History

United Kingdom
- Builder: John Scott & Co., Fort Gloucester, Calcutta
- Launched: 30 March 1824
- Fate: Last listed in 1847

General characteristics
- Tons burthen: 208, or 225, or 22578⁄94, or 226, or 233 (bm)
- Length: 92 ft 5 in (28.2 m)
- Beam: 22 ft 10 in (7.0 m)

= Marquis of Lansdown (1824 ship) =

Marquis/Marquess of Lansdown/Lansdowne was launched at Calcutta in 1824. She was initially a "country ship", trading east of the Cape of Good Hope. She then sailed to Port Jackson, but plans to establish a packet service between Australia and Calcutta, including taking tea from India to Australia under a licence from the British East India Company (EIC), did not work out. She then sailed to England and became a whaler, making four voyages to the British southern whale fishery between 1829 and 1845. She was last listed in 1847.

==Career==
Marquis of Lansdown was lasted in the 1827 volume of the East-India register and directory. 1827 with W.Heathorne, master, and Palmer and Co., owners. The volume for the next year showed her with R.Royes, master, and John Lord, owner.

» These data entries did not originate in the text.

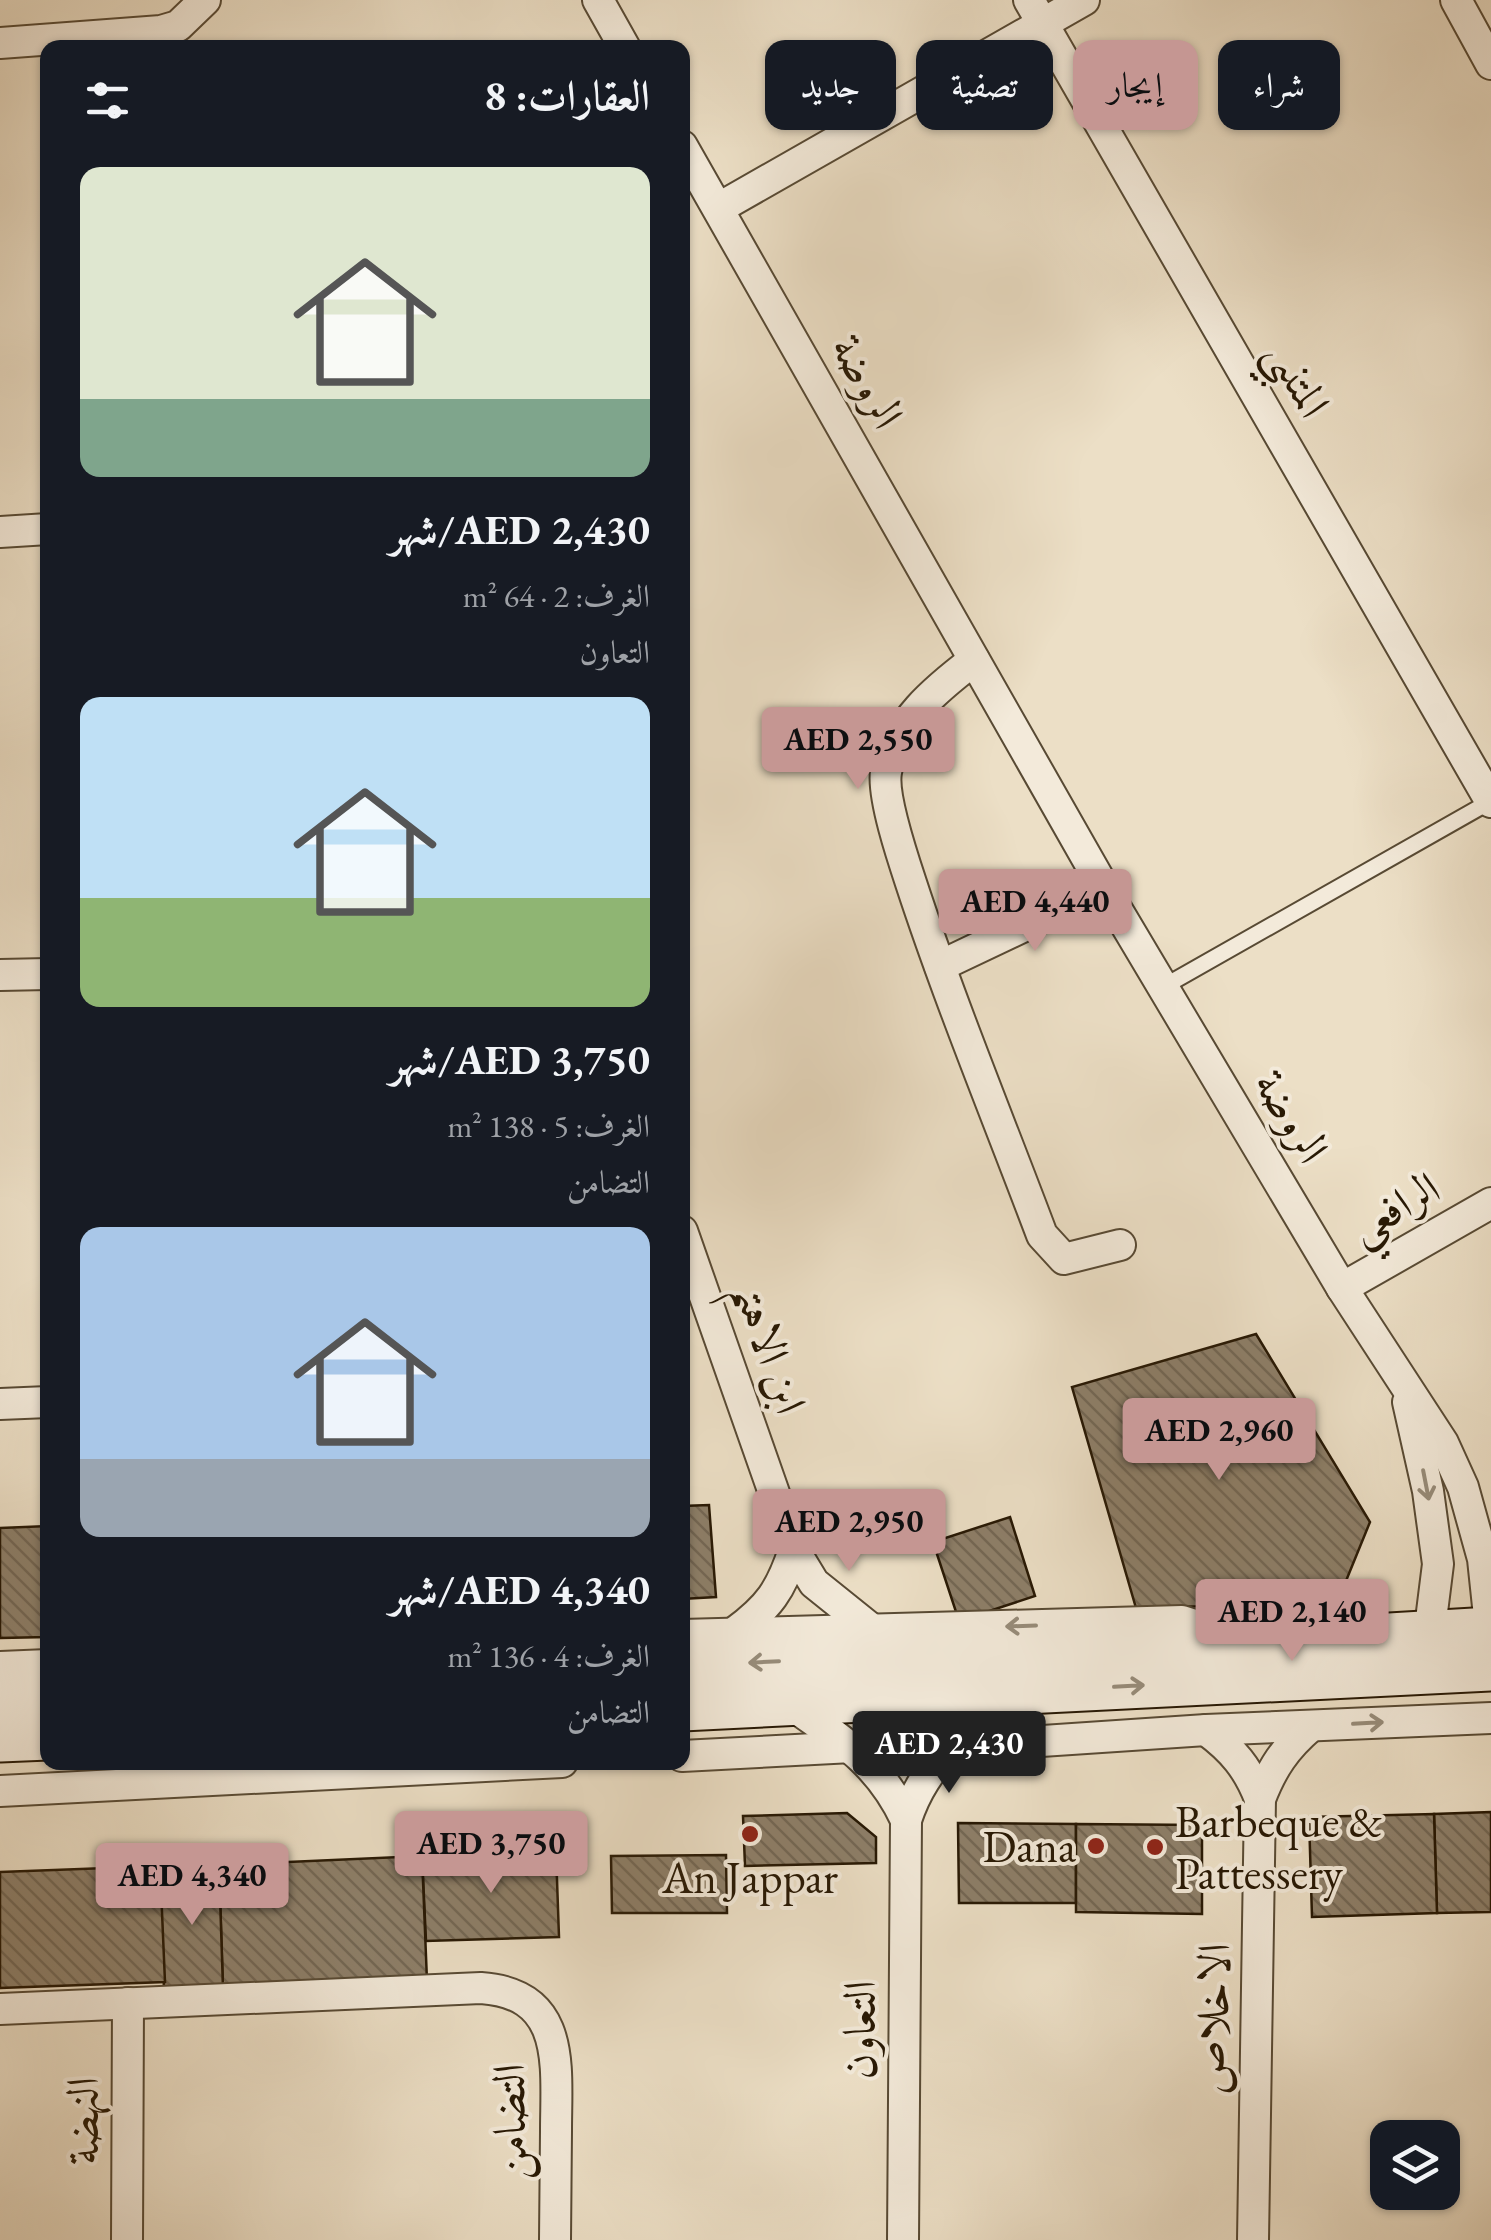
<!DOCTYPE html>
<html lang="ar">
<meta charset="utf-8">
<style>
body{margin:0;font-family:"EB Garamond",Amiri,serif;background:#242831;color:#f1f3f6;direction:rtl;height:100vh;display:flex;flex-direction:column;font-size:38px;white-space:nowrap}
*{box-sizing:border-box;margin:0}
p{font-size:32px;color:#9ea1a6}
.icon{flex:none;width:55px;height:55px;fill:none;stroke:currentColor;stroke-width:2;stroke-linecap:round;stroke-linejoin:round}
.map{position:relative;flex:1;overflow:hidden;direction:ltr}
.details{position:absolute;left:40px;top:40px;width:650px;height:1730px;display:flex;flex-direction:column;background:#171b24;border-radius:20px;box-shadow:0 2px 8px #0004;direction:rtl}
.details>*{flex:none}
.hud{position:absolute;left:720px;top:40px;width:620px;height:90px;direction:rtl;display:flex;gap:20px}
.fabs{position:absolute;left:1370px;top:2120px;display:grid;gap:20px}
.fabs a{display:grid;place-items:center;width:90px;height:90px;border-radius:20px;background:#171b24;box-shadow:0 2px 8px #0004;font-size:50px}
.price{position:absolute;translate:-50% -85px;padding:0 22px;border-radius:10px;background:#c59692;color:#111;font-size:32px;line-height:65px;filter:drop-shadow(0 2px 5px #0008)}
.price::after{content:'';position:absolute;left:50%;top:60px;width:30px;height:22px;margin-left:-15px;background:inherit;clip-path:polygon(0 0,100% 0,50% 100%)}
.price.current{background:#222;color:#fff}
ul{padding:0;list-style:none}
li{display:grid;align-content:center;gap:20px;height:530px;padding:0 40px}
li span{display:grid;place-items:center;height:310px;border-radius:20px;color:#555}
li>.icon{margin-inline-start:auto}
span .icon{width:180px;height:180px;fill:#fffc;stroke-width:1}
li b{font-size:42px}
h2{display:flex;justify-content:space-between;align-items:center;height:120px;padding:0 40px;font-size:42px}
.tag{padding:0 35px;border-radius:20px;background:#171b24;box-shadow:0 2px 8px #0004;font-size:35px;line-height:90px}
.tag.current{background:#c59692;color:#111}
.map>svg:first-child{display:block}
</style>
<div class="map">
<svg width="1491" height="2240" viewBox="0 0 1491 2240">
<defs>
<pattern id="building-back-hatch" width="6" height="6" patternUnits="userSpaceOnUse" patternTransform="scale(2.5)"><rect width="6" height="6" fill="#8d7f69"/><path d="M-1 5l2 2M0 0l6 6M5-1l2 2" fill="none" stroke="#736754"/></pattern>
</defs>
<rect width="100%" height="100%" fill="#ecdfc6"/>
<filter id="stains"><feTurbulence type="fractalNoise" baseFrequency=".002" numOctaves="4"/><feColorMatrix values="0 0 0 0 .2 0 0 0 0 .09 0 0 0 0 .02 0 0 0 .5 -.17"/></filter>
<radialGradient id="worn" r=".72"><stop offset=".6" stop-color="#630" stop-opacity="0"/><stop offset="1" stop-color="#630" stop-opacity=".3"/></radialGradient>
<g fill="url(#building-back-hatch)" stroke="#271804" stroke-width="2.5">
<path d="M1256,1334L1370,1522L1337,1603L1136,1608L1072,1387Z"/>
<path d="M709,1505L716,1597L682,1599V1506Z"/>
<path d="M1010,1517L1035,1596L959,1621L933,1542Z"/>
<path d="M48,1526V1637L0,1638V1528Z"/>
<path d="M1491,1812V1912L1437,1913L1434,1814Z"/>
<path d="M847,1813L876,1837V1863L745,1866L743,1816Z"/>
<path d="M1434,1814L1437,1913L1312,1917L1309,1817Z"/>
<path d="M958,1823L1076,1824V1903H959Z"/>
<path d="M1076,1824L1202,1825V1914L1076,1912Z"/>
<path d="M556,1851L559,1937L426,1941L422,1856Z"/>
<path d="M726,1855L727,1913H612L611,1856Z"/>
<path d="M422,1856L427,1981L223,1989L219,1865Z"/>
<path d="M219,1865L223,1989L164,1990L160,1866Z"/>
<path d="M160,1866L165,1982L0,1988V1872Z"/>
</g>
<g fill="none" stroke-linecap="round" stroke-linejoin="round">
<g stroke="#584a34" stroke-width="19">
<path id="service" d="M1163,987L1491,801"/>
</g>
<g stroke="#584a34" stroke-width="34">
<g id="minor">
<path d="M598,0L625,48"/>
<path d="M1029,0L1491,802"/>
<path d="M1456,0L1491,64"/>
<path d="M0,43L161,31L178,26L205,0"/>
<path d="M682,146L1104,888L1342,1288L1443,1443L1463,1487L1483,1559L1491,1635"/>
<path d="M719,208L1084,0"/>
<path d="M0,532L48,529"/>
<path d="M974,660C936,689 895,722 886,772C882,796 903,859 911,883C950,1002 998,1118 1042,1235L1064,1259L1120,1245"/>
<path d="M940,966L1104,888"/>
<path d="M0,975L48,974"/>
<path d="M682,1231L794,1550L814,1583L870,1628"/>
<path d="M1342,1288L1491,1203"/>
<path d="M1408,1402L1428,1491L1438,1564L1427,1652"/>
<path d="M0,1404L48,1402"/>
<path d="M735,1632C769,1607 781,1590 794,1550"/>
<path d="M682,1635L1182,1621L1232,1637"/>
<path d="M0,1667L48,1665"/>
<path d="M789,1703C840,1739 879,1762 906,1820"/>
<path d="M1206,1730C1233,1750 1248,1768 1260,1799"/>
<path d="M682,1756L852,1747H952L1206,1730L1491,1718"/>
<path d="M0,1791L562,1762"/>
<path d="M0,2009L481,1988C567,1994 556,2066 556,2131C556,2167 555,2204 555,2240"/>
<path d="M127,2240L128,2003"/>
<path d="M903,2240L906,1820C916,1790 930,1769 952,1747"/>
<path d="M1253,2240L1260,1799C1272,1768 1285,1748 1311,1726"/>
</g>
</g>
<g stroke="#271804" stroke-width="49">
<g id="secondary">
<path d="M682,1666L1255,1644L1491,1630"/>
<path d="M0,1697L48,1695"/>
<path d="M682,1708L1491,1668"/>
<path d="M0,1739L48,1737"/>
</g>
</g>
<use href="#service" stroke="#f3eada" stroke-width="15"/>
<use href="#minor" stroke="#f3eada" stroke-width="30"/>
<use href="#secondary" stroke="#f3eada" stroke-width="45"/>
</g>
<defs><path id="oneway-shaft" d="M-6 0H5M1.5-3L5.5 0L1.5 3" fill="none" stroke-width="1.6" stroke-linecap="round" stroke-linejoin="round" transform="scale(2.5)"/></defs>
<g stroke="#978c7a">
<use href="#oneway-shaft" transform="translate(1426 1485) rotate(79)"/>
<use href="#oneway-shaft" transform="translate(1021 1626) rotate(178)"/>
<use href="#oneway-shaft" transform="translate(764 1662) rotate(177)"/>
<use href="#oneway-shaft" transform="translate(1129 1686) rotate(-3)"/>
<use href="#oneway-shaft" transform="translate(1368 1723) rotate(-3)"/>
</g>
<g fill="#8f2418" stroke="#f3eada" stroke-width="4">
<circle cx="750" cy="1834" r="10"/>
<circle cx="1096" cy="1846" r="10"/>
<circle cx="1155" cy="1847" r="10"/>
</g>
<g text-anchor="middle" stroke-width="8" stroke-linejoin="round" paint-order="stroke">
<g font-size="45" fill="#271804" stroke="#f3eada">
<text transform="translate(1299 378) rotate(60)" y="16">المتنبي</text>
<text transform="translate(868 381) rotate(61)" y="16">الروضة</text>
<text transform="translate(1292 1116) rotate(59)" y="16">الروضة</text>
<text transform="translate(1394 1207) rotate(-30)" y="16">الرافعي</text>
<text transform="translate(771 1347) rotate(71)" y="16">ابن الاهتم</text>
<text transform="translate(1212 2019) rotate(-89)" y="16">الاخلاص</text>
<text transform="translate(859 2030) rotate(-90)" y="16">التعاون</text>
<text transform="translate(82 2121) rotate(-90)" y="16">النهضة</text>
<text transform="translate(509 2122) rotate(-91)" y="16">التضامن</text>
</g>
<g font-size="45" fill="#271804" stroke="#f3eada" text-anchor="start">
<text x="1175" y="1837">Barbeque &amp;<tspan x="1175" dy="52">Pattessery</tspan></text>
<text x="1076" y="1862" text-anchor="end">Dana</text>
<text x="750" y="1893" text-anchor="middle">An Jappar</text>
</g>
</g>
<rect width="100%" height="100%" filter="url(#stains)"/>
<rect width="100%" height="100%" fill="url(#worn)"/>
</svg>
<div class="fabs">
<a><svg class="icon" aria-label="layers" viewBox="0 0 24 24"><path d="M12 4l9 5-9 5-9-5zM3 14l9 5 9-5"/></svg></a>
</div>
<b class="price" style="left:858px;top:792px">AED 2,550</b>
<b class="price" style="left:1035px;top:954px">AED 4,440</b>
<b class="price" style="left:1219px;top:1483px">AED 2,960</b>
<b class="price" style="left:849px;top:1574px">AED 2,950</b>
<b class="price" style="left:1292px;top:1664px">AED 2,140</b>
<b class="price current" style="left:949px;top:1796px">AED 2,430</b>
<b class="price" style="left:491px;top:1896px">AED 3,750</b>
<b class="price" style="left:192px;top:1928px">AED 4,340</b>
<div class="hud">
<a class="tag">شراء</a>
<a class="tag current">إيجار</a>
<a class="tag">تصفية</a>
<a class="tag">جديد</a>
</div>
<section class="details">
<h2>العقارات: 8<svg class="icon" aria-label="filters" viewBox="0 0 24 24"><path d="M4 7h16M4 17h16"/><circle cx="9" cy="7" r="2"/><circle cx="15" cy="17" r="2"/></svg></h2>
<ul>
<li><span style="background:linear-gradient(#dfe7d0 75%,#7fa58c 0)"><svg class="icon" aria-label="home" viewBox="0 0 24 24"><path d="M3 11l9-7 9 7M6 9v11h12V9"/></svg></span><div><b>AED 2,430/شهر</b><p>الغرف: 2 · 64 m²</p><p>التعاون</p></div></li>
<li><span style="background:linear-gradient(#bfe0f5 65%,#8fb573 0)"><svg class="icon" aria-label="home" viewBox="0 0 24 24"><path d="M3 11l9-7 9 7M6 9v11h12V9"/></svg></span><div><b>AED 3,750/شهر</b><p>الغرف: 5 · 138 m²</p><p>التضامن</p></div></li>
<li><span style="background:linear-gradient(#a9c7e8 75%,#9aa5b1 0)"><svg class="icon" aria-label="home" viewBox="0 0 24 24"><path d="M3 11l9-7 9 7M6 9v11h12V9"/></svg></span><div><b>AED 4,340/شهر</b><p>الغرف: 4 · 136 m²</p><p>التضامن</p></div></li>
</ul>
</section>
</div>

Marquis of Lansdown, G.Noyes, master, arrived at Hobart on 8 January 1827 from Calcutta, Sincapore, and Batavia, the last of which she had left on 12 November 1826. She was carrying two runaway convicts from Sydney, and four soldiers being transported to New South Wales as punishment. She also carried cargo and passengers. On 30 January she sailed for Sydney, and arrived there on 12 February, together with her six prisoners. On 10 March she sailed back to Hobart; from there she sailed back to Calcutta. Her owner, Mr. John Lord, who had come out from Calcutta on her, intended for her to re-establish trade between Australia and Calcutta, with Marquis of Lansdown being able to carry Indian products, such as tea, by virtue of sailing under a licence from the British East India Company. She arrived at Hobart on 20 March with a cargo of tea. (Note: Marquis of Lansdown and , which also had been built in India, had each obtained a license to trade in tea for two years, with any port eastward of the Cape of Good Hope. Dotterel, however, was wrecked in March 1827.) On 6 April Marquis of Lansdown sailed for Sydney and Calcutta, and she arrived there on 16 April. On 19 May she sailed for Calcutta.

John Lord's plans appear not to have come to fruition. The 1829 volume of East-India register and directory showed her with R.Royce, master, but Palmer & CO., owners. In March 1829 she had sailed to England from Australia. She then appeared in Lloyd's Register (LR) for 1829.

| Year | Master | Owner | Trade | Source |
|---|---|---|---|---|
| 1829 | Plant | Templer & Co. | London–South Seas | LR |

Although LR carried her owner as H.Templer, Templer & Co. were her ship's husband. Her owner was Somes & Co.

1st whaling voyage (1829–1832): Captain W. Plant sailed on 29 October 1829. LR showed her as having sailed on 1 November for Japan and Timor. Marquis of Lansdown returned on 2 November 1832 with 100 casks of whale oil that she had gathered in the Pacific near Guam and the Japan grounds.

2nd whaling voyage (1833–1836): Captain Plant sailed on 1 February 1833. Marquis of Lansdown returned on 20 December 1836 with 500 casks of whale oil that she had gathered in the waters around Timor. On 18 June 1835 she had been of Battogada.

3rd whaling voyage (1837–1841): Captain Plant sailed on 15 August 1837. Marquis of Lansdown returned on 27 April 1841 with 143 tuns of whale oil that she had gathered in the waters around Timor.

4th whaling voyage (1841–1845): Captain Plant sailed on 27 September 1841. Marquis of Lansdown returned on 26 August 1845 with 400 casks (126 tuns) of whale oil that she had gathered in the waters around Timor.

Marquis of Lansdown underwent a change of master and owner, as well as repairs on her return from her last whaling voyage.

| Year | Master | Owner | Trade | Source & notes |
|---|---|---|---|---|
| 1845 | R.White | Trapp & Co. | London | LR; small repairs 1846 |
| 1847 | R.Waite | Trapp & Co. | London | LR; small repairs 1846 |

==Fate==
Marquis of Lansdown was last listed in 1847.